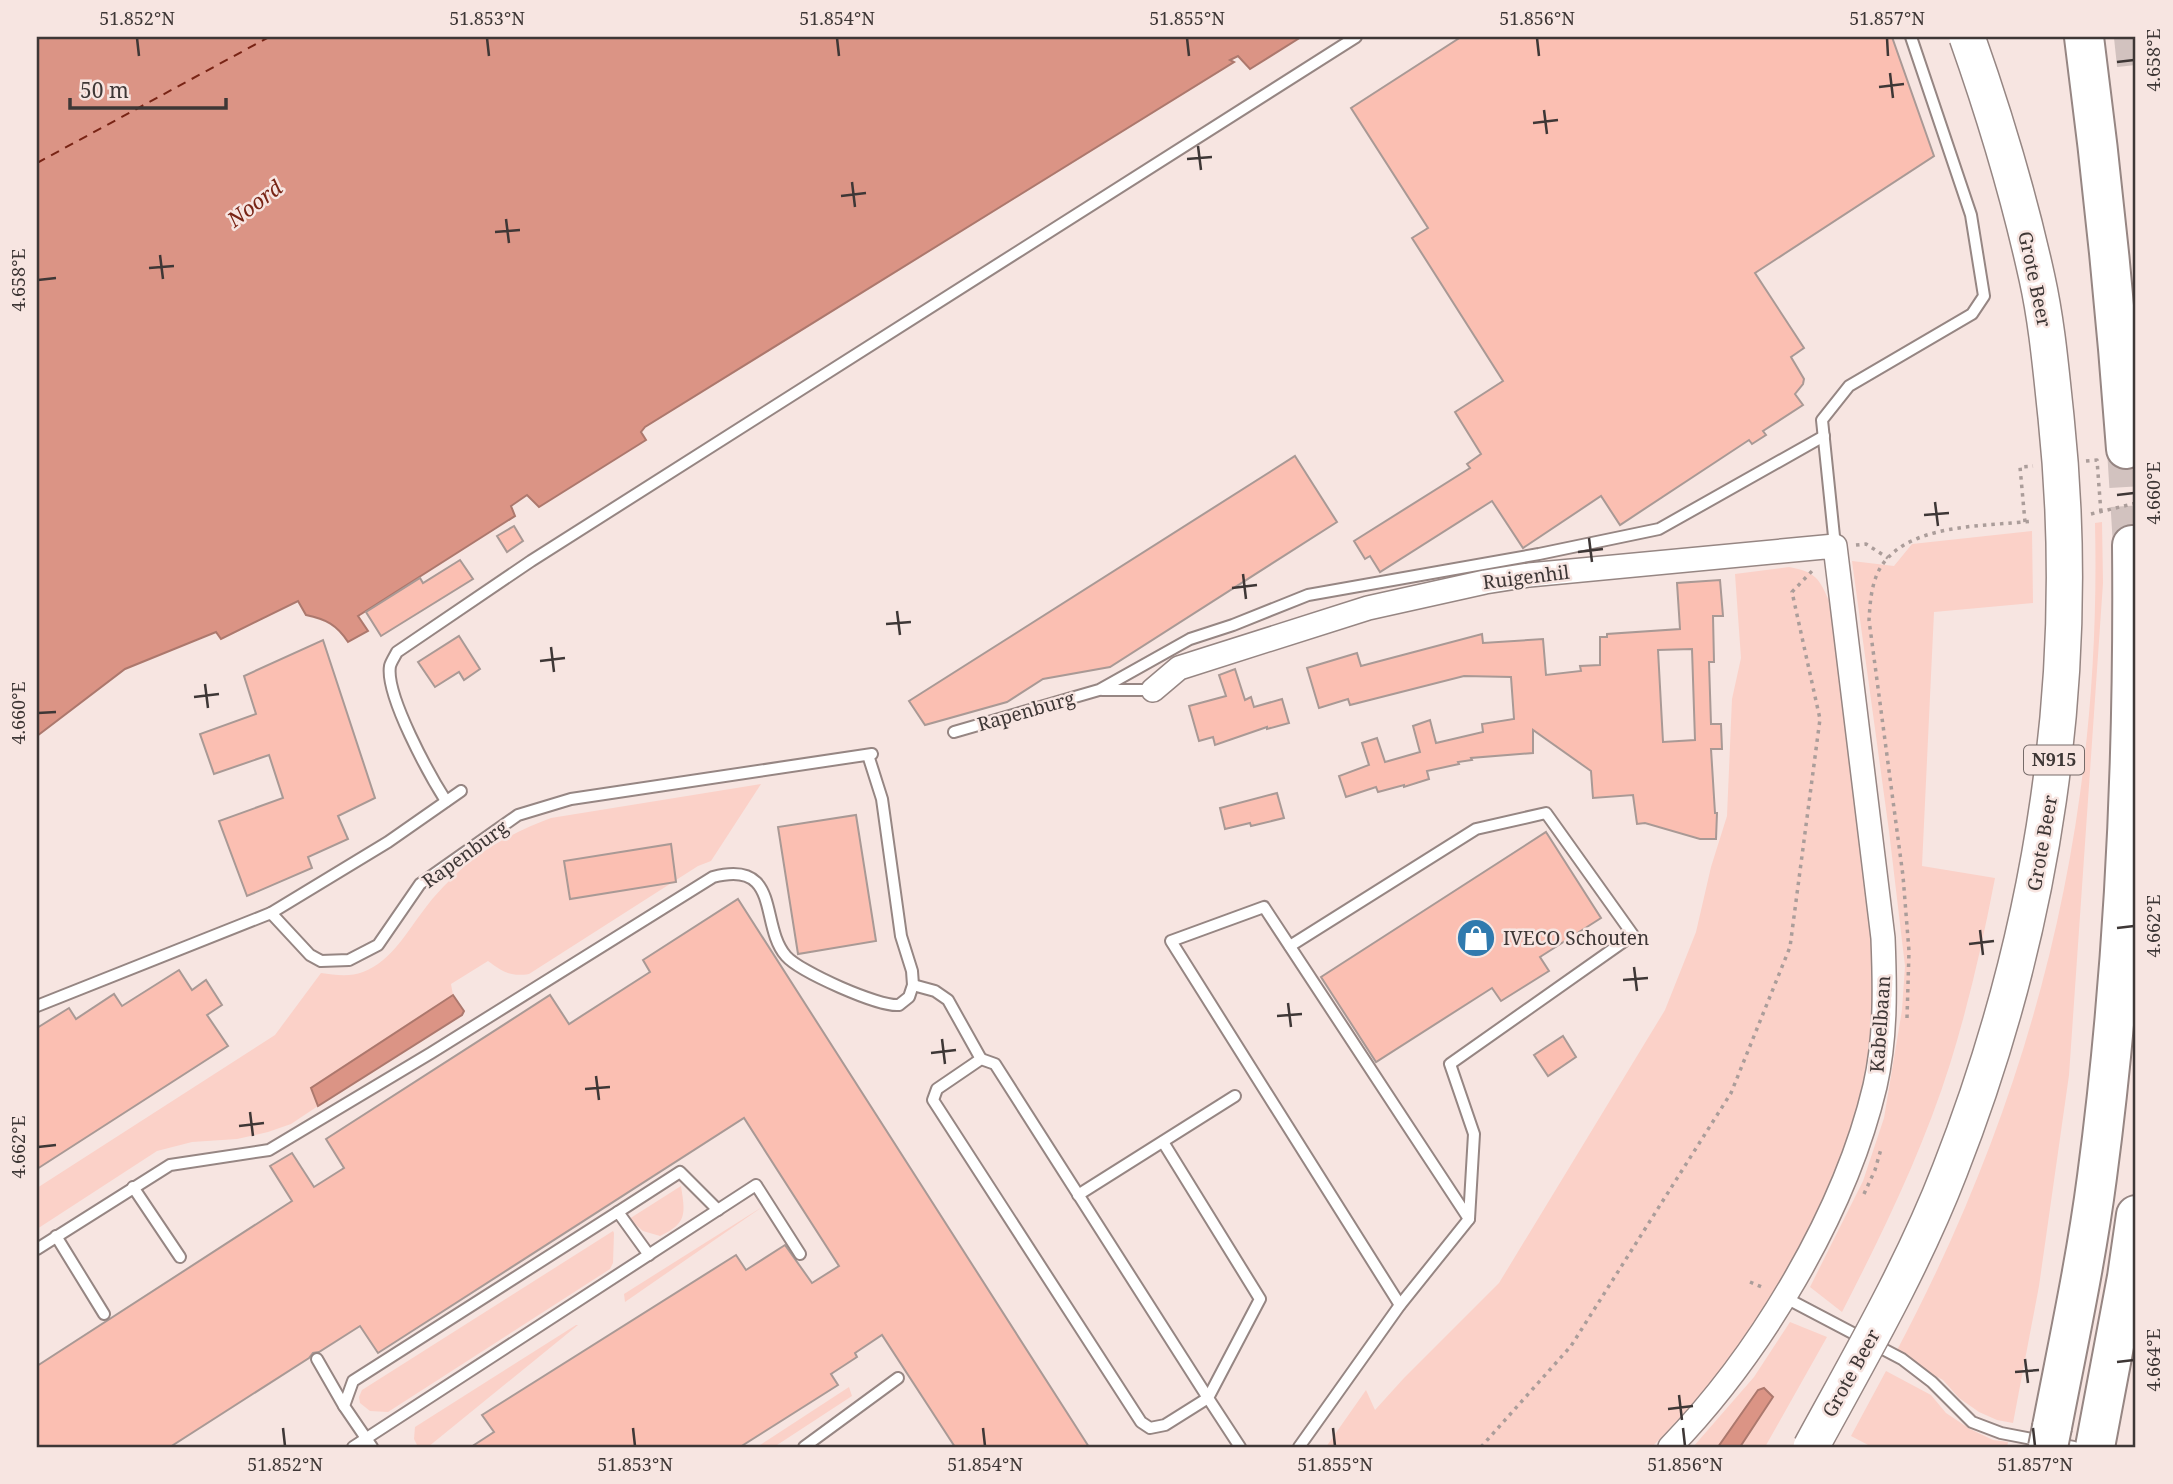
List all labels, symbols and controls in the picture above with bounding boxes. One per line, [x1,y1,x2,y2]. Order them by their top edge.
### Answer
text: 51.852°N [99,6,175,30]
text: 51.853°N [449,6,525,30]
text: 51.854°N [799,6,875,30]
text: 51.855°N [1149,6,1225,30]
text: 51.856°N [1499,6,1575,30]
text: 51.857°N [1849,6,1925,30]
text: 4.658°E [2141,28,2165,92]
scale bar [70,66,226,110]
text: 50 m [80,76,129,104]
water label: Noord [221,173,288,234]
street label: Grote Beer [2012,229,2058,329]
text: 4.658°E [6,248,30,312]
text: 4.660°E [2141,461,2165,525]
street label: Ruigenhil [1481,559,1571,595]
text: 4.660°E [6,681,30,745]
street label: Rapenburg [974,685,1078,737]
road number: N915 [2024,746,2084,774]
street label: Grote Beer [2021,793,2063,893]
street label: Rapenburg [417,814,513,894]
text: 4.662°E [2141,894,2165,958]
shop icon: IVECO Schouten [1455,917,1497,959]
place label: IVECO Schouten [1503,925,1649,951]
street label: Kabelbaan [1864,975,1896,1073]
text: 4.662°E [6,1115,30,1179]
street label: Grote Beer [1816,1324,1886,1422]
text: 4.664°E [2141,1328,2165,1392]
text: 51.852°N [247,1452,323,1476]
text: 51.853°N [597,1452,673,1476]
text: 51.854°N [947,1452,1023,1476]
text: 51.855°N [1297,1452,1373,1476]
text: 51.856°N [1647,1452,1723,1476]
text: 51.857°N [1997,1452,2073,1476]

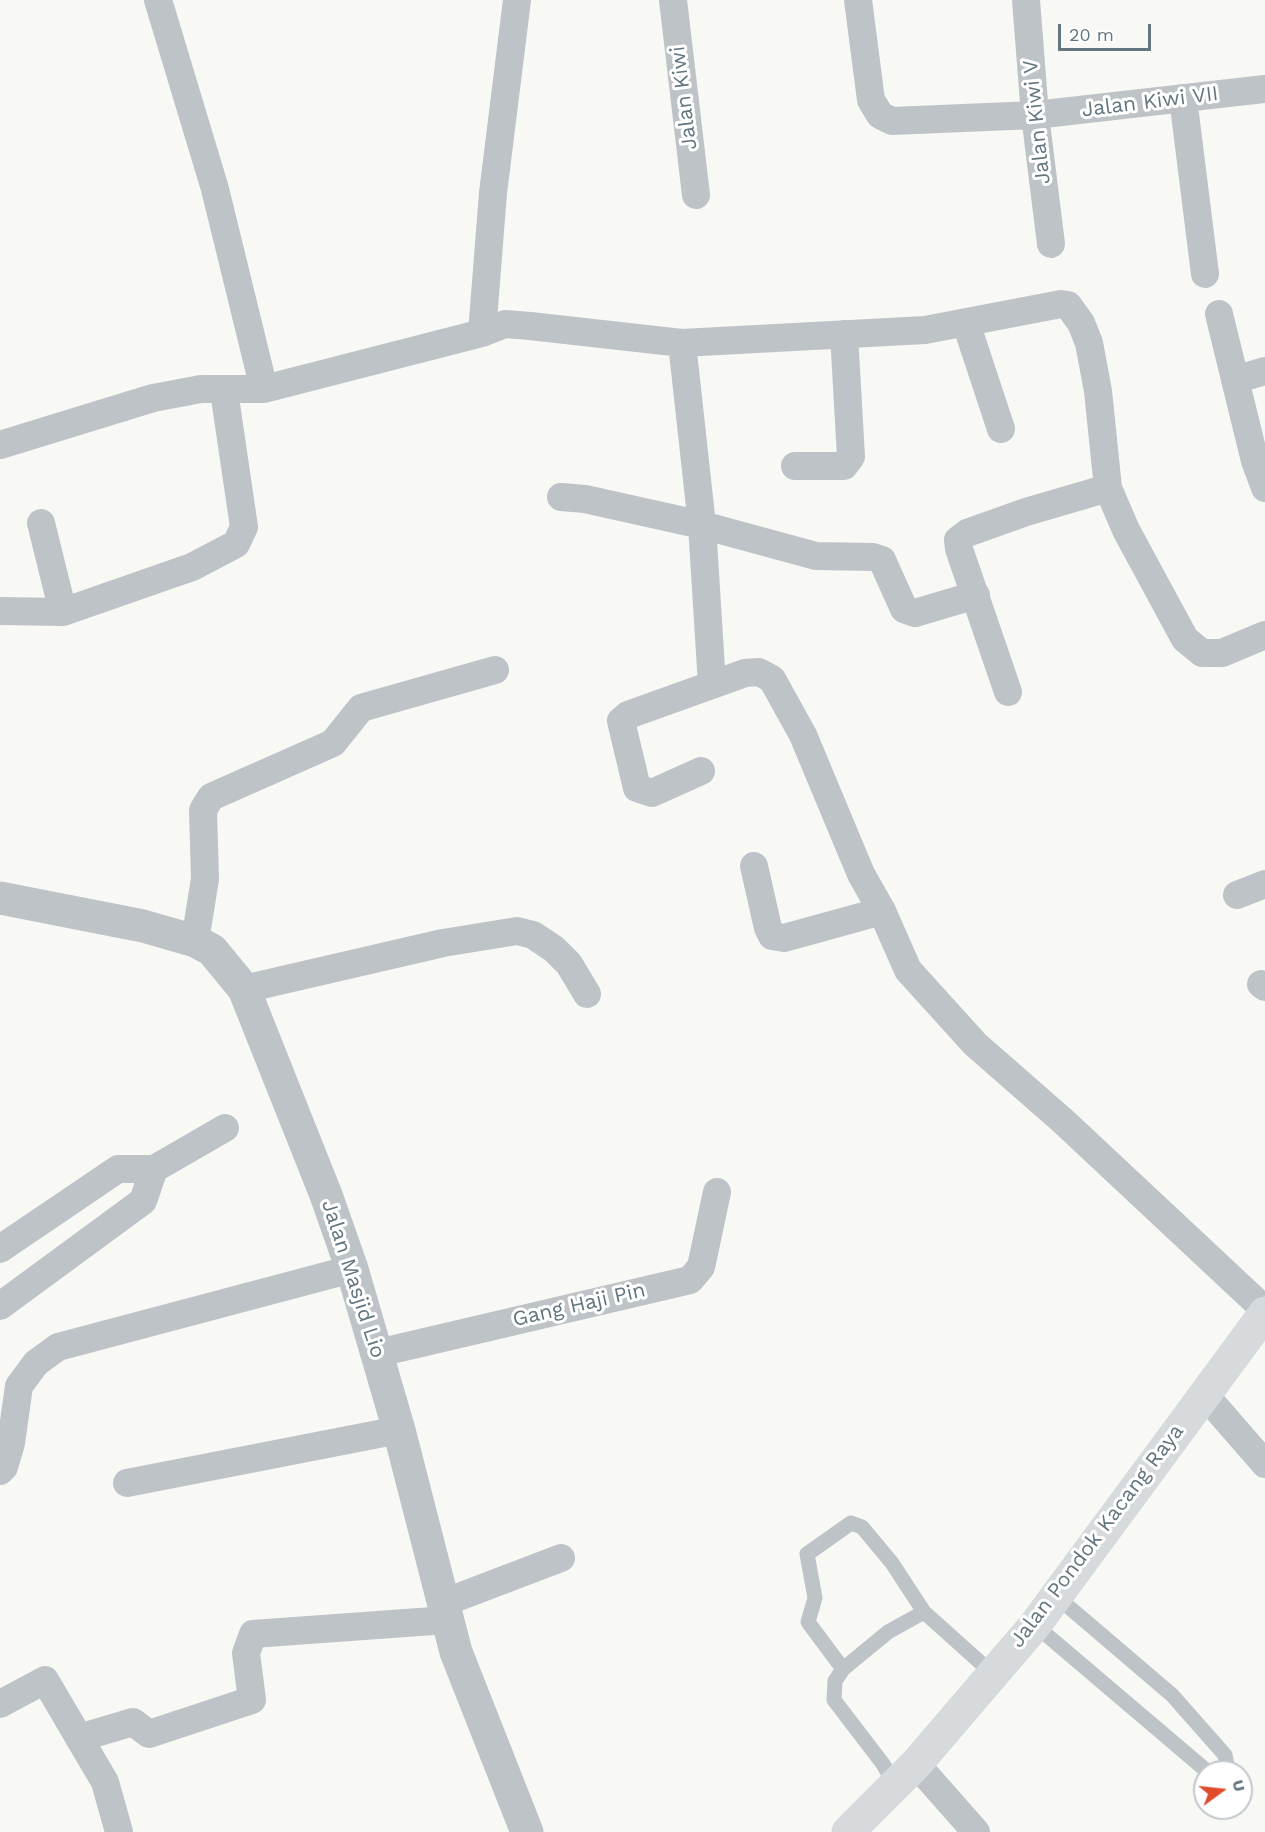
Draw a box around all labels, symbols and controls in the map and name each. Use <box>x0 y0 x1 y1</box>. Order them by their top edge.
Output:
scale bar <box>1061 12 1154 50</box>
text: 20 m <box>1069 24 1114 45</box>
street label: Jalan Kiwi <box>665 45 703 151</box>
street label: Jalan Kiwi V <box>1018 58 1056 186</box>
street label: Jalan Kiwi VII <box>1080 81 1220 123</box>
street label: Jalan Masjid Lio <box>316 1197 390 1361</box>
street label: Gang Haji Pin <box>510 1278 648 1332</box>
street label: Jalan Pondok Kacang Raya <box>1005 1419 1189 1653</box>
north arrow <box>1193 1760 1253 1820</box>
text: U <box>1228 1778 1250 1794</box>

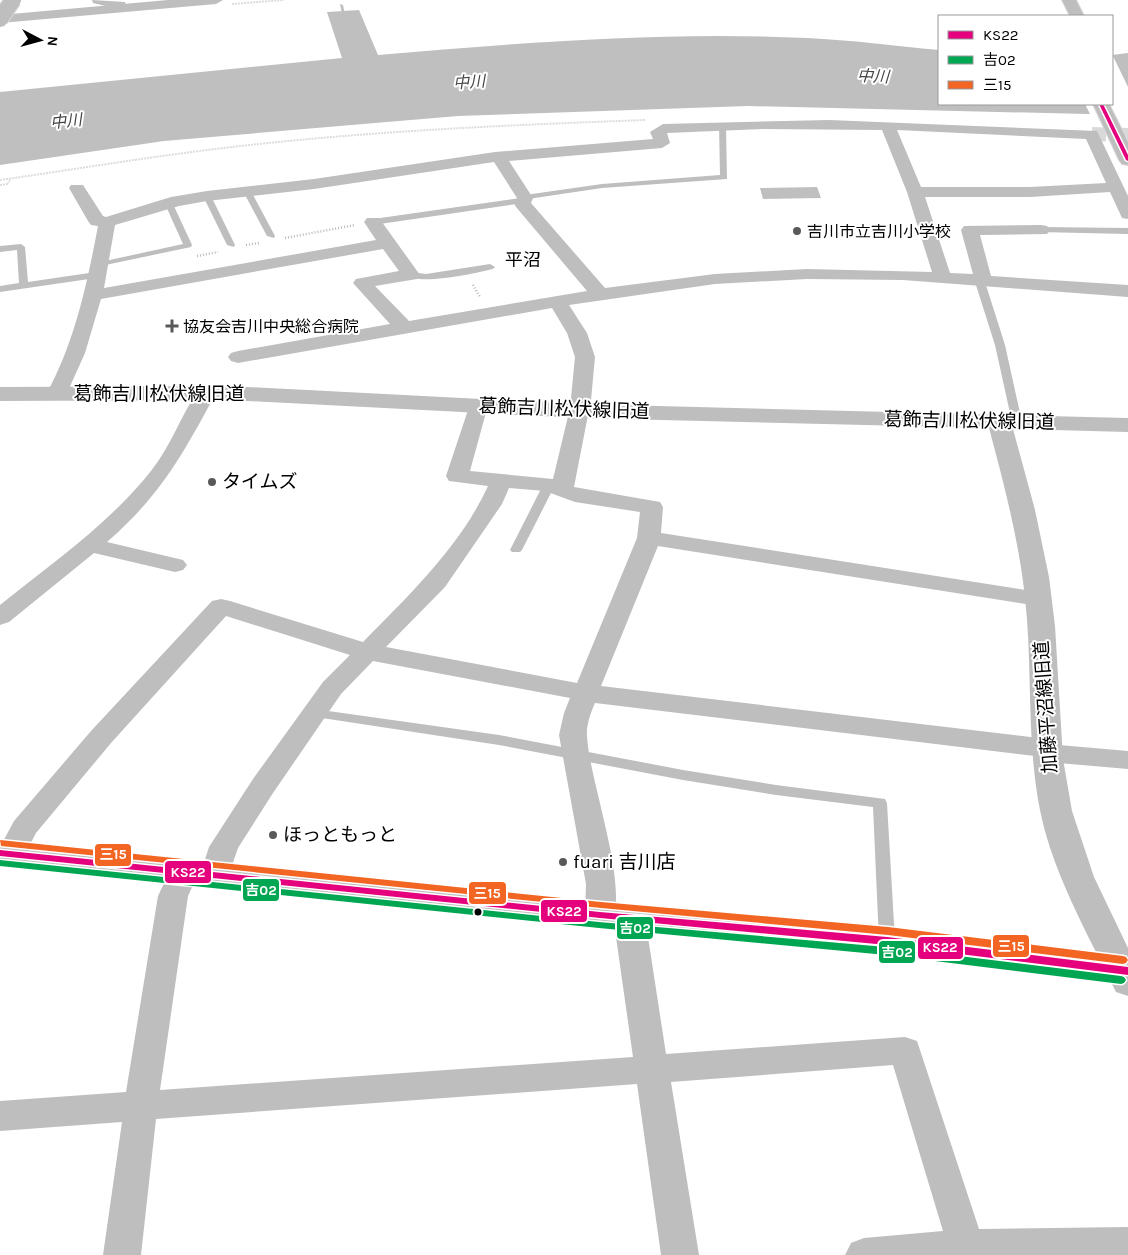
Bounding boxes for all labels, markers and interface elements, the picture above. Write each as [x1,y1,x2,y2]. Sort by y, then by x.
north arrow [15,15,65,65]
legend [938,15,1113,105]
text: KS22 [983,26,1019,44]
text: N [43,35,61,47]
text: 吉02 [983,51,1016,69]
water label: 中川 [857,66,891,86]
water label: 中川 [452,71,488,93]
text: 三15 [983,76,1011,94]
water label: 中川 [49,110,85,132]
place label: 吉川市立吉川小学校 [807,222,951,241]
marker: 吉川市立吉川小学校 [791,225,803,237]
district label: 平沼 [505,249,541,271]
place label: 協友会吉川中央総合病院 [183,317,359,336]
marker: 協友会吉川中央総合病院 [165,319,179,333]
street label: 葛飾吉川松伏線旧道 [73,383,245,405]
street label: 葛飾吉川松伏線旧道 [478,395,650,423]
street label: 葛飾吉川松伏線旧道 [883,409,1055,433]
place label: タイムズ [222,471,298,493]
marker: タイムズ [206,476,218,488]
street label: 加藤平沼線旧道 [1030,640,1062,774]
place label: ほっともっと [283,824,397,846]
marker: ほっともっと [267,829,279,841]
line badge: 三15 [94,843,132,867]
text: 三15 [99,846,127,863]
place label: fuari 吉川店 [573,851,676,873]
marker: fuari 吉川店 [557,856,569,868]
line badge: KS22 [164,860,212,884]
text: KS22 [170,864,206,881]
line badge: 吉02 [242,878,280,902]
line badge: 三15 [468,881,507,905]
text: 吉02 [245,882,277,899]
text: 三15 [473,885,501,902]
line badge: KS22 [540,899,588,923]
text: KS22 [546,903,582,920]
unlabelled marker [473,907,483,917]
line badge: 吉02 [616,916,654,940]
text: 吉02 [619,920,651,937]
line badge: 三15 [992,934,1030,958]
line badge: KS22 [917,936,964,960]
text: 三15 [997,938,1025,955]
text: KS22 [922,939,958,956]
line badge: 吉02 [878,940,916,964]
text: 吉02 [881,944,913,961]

◆ ◆ ◆

Task prompt » Pull out each line of the records holding the string "edge".

Solution for this exercise »
List all labels, symbols and controls in the picture above with bounding boxes. One per line, [x1,y1,x2,y2]. Order them by their top edge.
Draw a box around all labels, symbols and controls in the map and name each. Use <box>x0 y0 x1 y1</box>. Order them by their top edge.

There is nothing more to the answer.